Since inception, part of the core characteristics of Kubernetes have been its outstanding orchestration and scheduling capabilities. Kubernetes considers various parameters and application requirements in its algorithm – such as CPU and memory – before placing pods accordingly.
Kubernetes can also enforce and limit how many resources a pod might use. By nature, resources available to the pods are shared resources and preventing compute starvation is critical. But if we are capable of preventing compute starvation, shouldn’t we also prevent network starvation?
Organizations are becoming more efficient at running more pods per node, to take full advantage of available resources. Consequently, it’s important to consider the impact bandwidth consumption can have on overall pod performance.
After all, if a pod began downloading terabytes of traffic at a huge rate, it could cause bandwidth exhaustion and affect neighbors.

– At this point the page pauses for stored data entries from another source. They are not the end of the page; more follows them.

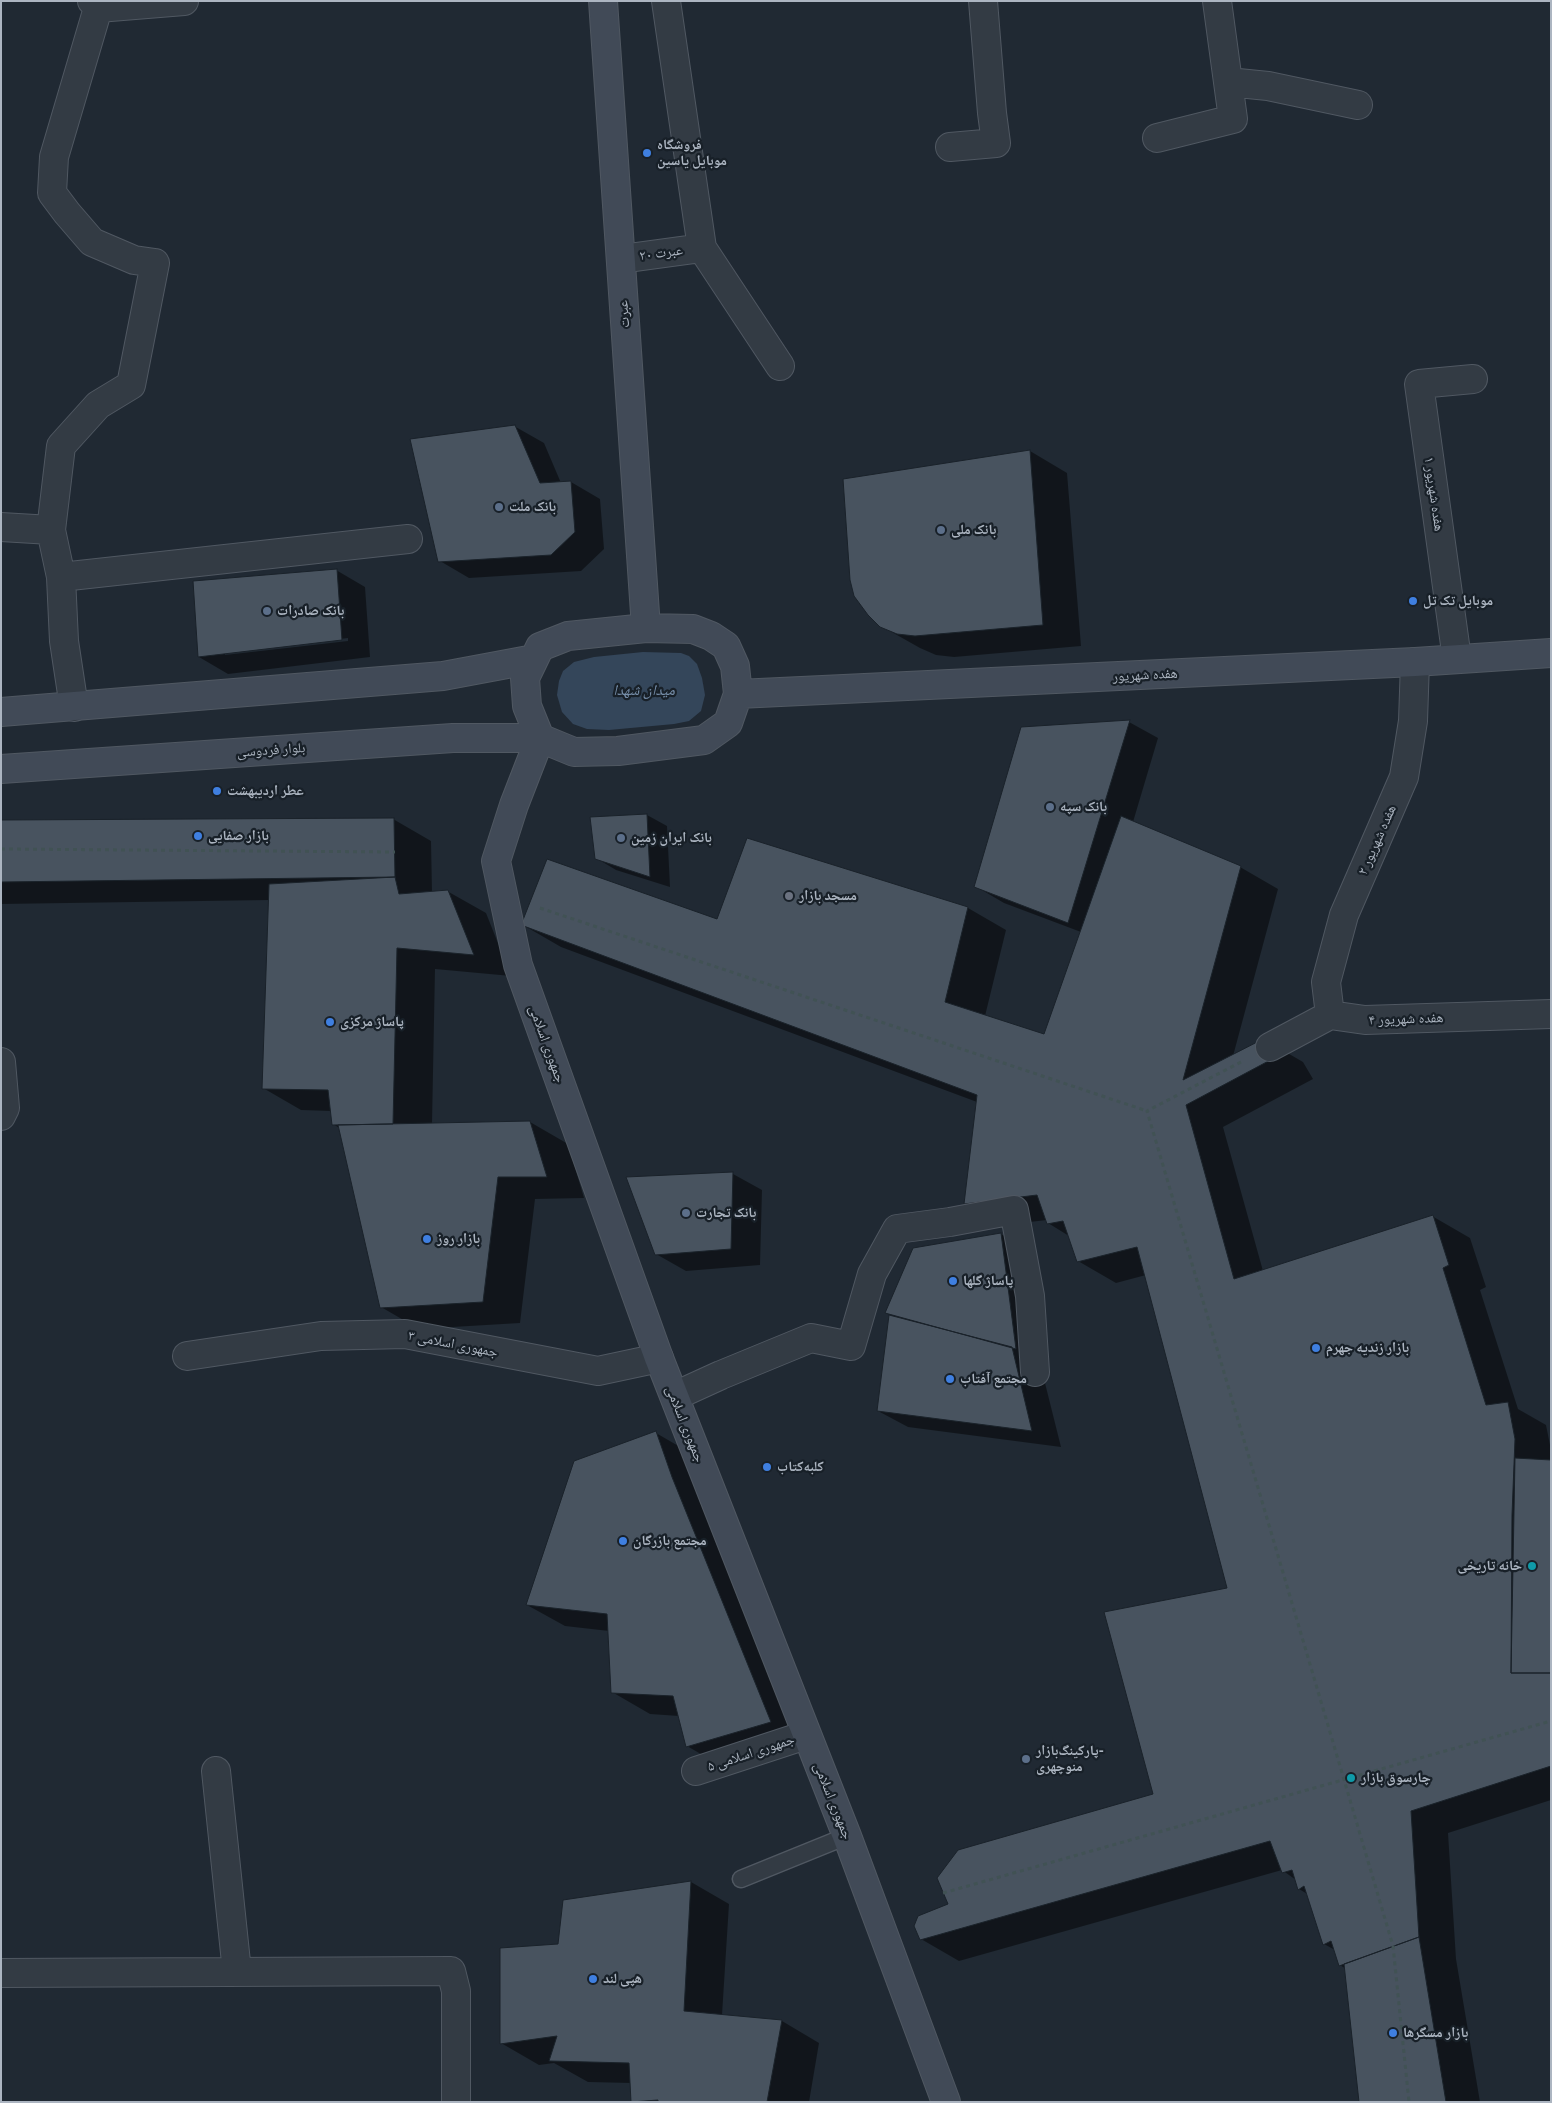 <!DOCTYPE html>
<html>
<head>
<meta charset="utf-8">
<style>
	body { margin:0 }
	#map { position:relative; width:1552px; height:2103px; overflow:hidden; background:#202933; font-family:"Public Sans",sans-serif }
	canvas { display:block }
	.frame { position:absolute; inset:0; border:2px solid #acb5c1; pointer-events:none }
</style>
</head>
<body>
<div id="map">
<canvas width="1552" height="2103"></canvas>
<div class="frame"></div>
</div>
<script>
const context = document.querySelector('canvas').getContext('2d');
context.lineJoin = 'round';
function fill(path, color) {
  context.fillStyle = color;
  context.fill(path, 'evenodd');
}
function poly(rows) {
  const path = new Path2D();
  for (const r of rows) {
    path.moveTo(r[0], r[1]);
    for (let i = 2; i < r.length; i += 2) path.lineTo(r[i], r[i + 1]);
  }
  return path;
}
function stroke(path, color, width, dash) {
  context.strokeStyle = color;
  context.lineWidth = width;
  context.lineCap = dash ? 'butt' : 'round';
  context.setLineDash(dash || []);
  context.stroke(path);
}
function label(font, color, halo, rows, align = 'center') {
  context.font = font + ' "Public Sans","Noto Naskh Arabic",sans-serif';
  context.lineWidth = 4.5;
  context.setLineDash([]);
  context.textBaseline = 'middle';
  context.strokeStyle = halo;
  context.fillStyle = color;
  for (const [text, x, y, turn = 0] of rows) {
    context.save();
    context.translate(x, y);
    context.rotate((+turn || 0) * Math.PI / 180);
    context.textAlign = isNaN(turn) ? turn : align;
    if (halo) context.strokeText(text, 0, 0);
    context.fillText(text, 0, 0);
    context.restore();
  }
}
const water = poly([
	[643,652,681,653,689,656,697,664,702,678,705,695,701,711,689,721,674,724,609,730,587,729,573,724,562,712,557,695,559,681,563,671,574,662,594,657]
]);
const shadow = poly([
	[514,426,544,443,561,483,571,482,600,499,604,549,581,571,469,578,440,561],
	[1030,451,1067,473,1081,646,954,657,936,655,920,648,881,626],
	[336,570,365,587,370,657,228,674,199,657],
	[348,638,348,641,225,655,225,653],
	[1129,722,1158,738,1133,822,1240,867,1278,889,1233,1056,1265,1040,1303,1062,1313,1079,1223,1127,1263,1271,1432,1216,1470,1238,1486,1287,1480,1290,1518,1409,1546,1425,1551,1450,1551,1800,1448,1833,1456,1959,1480,2102,1360,2102,1346,1969,1340,1965,1335,1950,1324,1944,1309,1895,1299,1889,1296,1880,1282,1870,959,1961,921,1939,949,1905,1155,1795,1228,1589,1146,1275,1116,1283,1078,1261,1069,1236,1048,1223,1047,1220,1003,1225,965,1203,977,1102,561,947,523,925,718,921,748,839,968,908,1006,930,985,1016,1044,1036,1081,932,1004,903,975,886],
	[647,815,667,826,670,887,616,870,596,858,592,818],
	[393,819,431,841,432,892,447,891,486,913,511,976,435,969,432,1124,530,1122,568,1144,584,1198,535,1199,520,1323,419,1329,381,1307,341,1129,333,1124,331,1111,301,1110,263,1088,270,900,1,904,1,822],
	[733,1174,762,1190,760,1265,686,1271,656,1254],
	[1001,1234,1030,1251,1040,1363,1061,1447,908,1427,878,1411,891,1315,887,1313],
	[656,1433,694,1455,808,1744,725,1768,687,1746,679,1716,650,1714,612,1692,609,1631,565,1626,527,1605],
	[691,1882,729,1904,722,2015,782,2021,819,2043,809,2102,634,2102,631,2083,588,2082,554,2063,539,2065,501,2043,559,1945]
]);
const building = poly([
	[515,425,540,483,571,481,575,532,551,555,438,562,410,439,515,425],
	[1030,450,1043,625,915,636,897,634,880,627,868,615,854,596,850,580,843,479,1030,450],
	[337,569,342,640,198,657,193,581,337,569],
	[1130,720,1068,923,974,887,1021,727,1130,720],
	[647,814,650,877,595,859,590,817,647,814],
	[1121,816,1241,866,1183,1080,1265,1038,1276,1057,1186,1105,1234,1279,1433,1215,1449,1265,1443,1268,1486,1405,1508,1402,1515,1439,1512,1515,1511,1673,1551,1673,1551,1766,1411,1811,1419,1937,1339,1966,1331,1941,1323,1945,1304,1886,1298,1890,1292,1870,1282,1873,1270,1841,920,1940,914,1926,918,1916,948,1904,937,1878,958,1850,1153,1794,1104,1612,1227,1588,1137,1247,1077,1262,1063,1221,1047,1224,1037,1195,964,1204,977,1095,521,925,547,859,717,919,747,838,968,907,945,1002,1044,1034,1121,816],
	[394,818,395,877,1,882,1,820,394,818],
	[395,877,399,894,448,890,474,955,397,948,393,1124,332,1125,328,1090,262,1089,269,884,395,877],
	[530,1121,547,1177,498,1177,483,1302,380,1308,338,1125,530,1121],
	[733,1172,731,1249,655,1255,626,1177,733,1172],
	[1001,1233,1016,1349,885,1313,913,1248,1001,1233],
	[889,1315,1012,1347,1032,1431,877,1411,889,1315],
	[656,1431,672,1477,771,1722,686,1747,673,1696,611,1693,607,1614,526,1605,574,1461,656,1431],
	[1515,1458,1551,1460,1551,1673,1511,1673,1515,1458],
	[691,1881,684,2011,782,2020,767,2102,658,2102,658,2100,631,2102,629,2063,549,2061,557,2036,500,2044,500,1948,558,1944,563,1900,691,1881],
	[1419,1937,1446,2102,1359,2102,1344,1964,1419,1937]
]);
const path = poly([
	[1,849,395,852],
	[540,908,1147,1111],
	[1241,1062,1147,1111,1393,1946,1409,2102],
	[943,1893,1551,1721]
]);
const lane = poly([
	[741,1879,847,1836]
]);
const street = poly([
	[92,1,98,8,184,1],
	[666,1,702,248,780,366],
	[1228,82,1268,86,1358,105],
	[1157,138,1233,119,1217,1],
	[950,147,996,143,992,113,983,1],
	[621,259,702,248],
	[1,527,51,530],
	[61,577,408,539],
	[1457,659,1419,384,1473,379],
	[74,707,64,641,61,577,51,530,61,446,98,405,131,385,155,263,134,260,92,242,67,213,52,193,54,157,98,8],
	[1330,1015,1326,982,1344,915,1404,777,1413,721,1415,662],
	[1270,1047,1330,1015,1365,1020,1551,1014],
	[1,1062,5,1108,1,1116],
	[187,1356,321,1336,405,1334,598,1371,659,1358],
	[675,1396,721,1375,811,1338,851,1346,872,1274,897,1229,950,1222,1014,1210,1030,1296,1035,1372],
	[216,1771,237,1972],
	[696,1771,806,1735],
	[1,1973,451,1971,456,1991,456,2102]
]);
const secondary = poly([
	[603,1,646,628],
	[738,694,1415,662,1551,653],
	[1,712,443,676,534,659],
	[540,738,514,805,496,861,518,965,659,1358,847,1836,946,2102],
	[1,769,453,738,540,738,574,752,618,751,704,740,728,723,738,694,735,666,726,646,711,636,693,629,646,628,568,636,540,647,525,678,527,706,540,738]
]);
const markers = [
	[647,153,5,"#3f7fe0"],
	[499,507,5,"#5c6f8a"],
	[941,530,5,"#5c6f8a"],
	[1413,601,5,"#3f7fe0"],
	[267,611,5,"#5c6f8a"],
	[217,791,5,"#3f7fe0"],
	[1050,807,5,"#5c6f8a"],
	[198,836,5,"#3f7fe0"],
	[621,838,5,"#5c6f8a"],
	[789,896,5,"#6b7280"],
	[330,1022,5,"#3f7fe0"],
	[686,1213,5,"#5c6f8a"],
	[427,1239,5,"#3f7fe0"],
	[953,1281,5,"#3f7fe0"],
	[1316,1348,5,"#3f7fe0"],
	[950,1379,5,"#3f7fe0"],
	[767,1467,5,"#3f7fe0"],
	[623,1541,5,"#3f7fe0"],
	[1532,1566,5,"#0f9aa8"],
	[1026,1759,5,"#5c6f8a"],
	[1351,1778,5,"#0f9aa8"],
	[593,1979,5,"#3f7fe0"],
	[1393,2033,5,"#3f7fe0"]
];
const poiNames = [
	["فروشگاه",657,145],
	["موبایل یاسین",657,161],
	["بانک ملت",509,507],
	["بانک ملی",951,530],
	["موبایل تک تل",1423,601],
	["بانک صادرات",277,611],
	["عطر اردیبهشت",227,791],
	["بانک سپه",1060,807],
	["بازار صفایی",208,836],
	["بانک ایران زمین",631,838],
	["مسجد بازار",799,896],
	["پاساژ مرکزی",340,1022],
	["بانک تجارت",696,1213],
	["بازار روز",437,1239],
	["پاساژ گلها",963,1281],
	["بازار زندیه جهرم",1326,1348],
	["مجتمع آفتاب",960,1379],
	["کلبه‌کتاب",777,1467],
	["مجتمع بازرگان",633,1541],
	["خانه تاریخی",1522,1566,"right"],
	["پارکینگ‌بازار-",1036,1751],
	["منوچهری",1036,1767],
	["چارسوق بازار",1361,1778],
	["هپی لند",603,1979],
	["بازار مسگرها",1403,2033]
];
const streetNames = [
	["عبرت ۲۰",661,253,-8],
	["عبرت",624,314,-94],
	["هفده شهریور ۱",1434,494,82],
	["هفده شهریور",1145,675,-3],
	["بلوار فردوسی",271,750,-4],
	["هفده شهریور ۲",1377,840,-66],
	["هفده شهریور ۴",1406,1019,-2],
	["جمهوری اسلامی",547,1044,70],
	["جمهوری اسلامی ۳",453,1344,11],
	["جمهوری اسلامی",685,1424,68],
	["جمهوری اسلامی ۵",751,1753,-18],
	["جمهوری اسلامی",833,1801,68]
];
const waterNames = [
	["میدان شهدا",644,690]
];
fill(water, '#34465a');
fill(shadow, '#0007');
fill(building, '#48535f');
stroke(building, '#1a222a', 1);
stroke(lane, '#505862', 19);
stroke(street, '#505862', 30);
stroke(secondary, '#505862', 30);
stroke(path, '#415254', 3, [4, 4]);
stroke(lane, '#333b44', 16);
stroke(street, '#333b44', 28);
stroke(secondary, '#414a57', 28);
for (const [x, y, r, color] of markers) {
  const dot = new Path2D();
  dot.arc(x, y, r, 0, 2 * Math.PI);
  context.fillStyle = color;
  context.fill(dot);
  stroke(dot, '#182028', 2);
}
label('bold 14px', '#acb5c1', '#182028', poiNames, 'left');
label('14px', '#acb5c1', '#182028', streetNames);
label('italic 15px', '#768ea9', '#182028', waterNames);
</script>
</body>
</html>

Currently, Kubernetes has limitations preventing such a scenario. But now it is possible with the Cilium Bandwidth Manager.
In this post we will discuss Cilium Bandwidth Manager, starting with a review of how rate-limiting is done in Kubernetes traditionally and some of its constraints. We will then look at how Cilium addresses some of these limitations before looking at a practical implementation of Cilium Bandwidth Manager.
Note: This blog post is part of a series on Bandwidth Management with Cilium. In the second part, we will dive into a revolutionary TCP congestion technology called BBR and how Cilium became the first cloud native platform to support it (with the help of eBPF of course!). If you’re interested in offering latency and throughput improvements while controlling pod network contention (and really – who isn’t?), then this series is for you.
Congestion Handling
In the hardware networking world, we have had the ability to impose some limits on traffic consumption for a very long time. In simple terms, network engineers would specify a limit on a physical interface and when traffic exceeded that limit, the router would queue up and drop packets. TCP then adjusted the throughput through TCP congestion protocols. (Note: I am intentionally keeping it simple for brevity but if you want to truly understand TCP Congestion Control, please read the TCP Congestion Control e-book).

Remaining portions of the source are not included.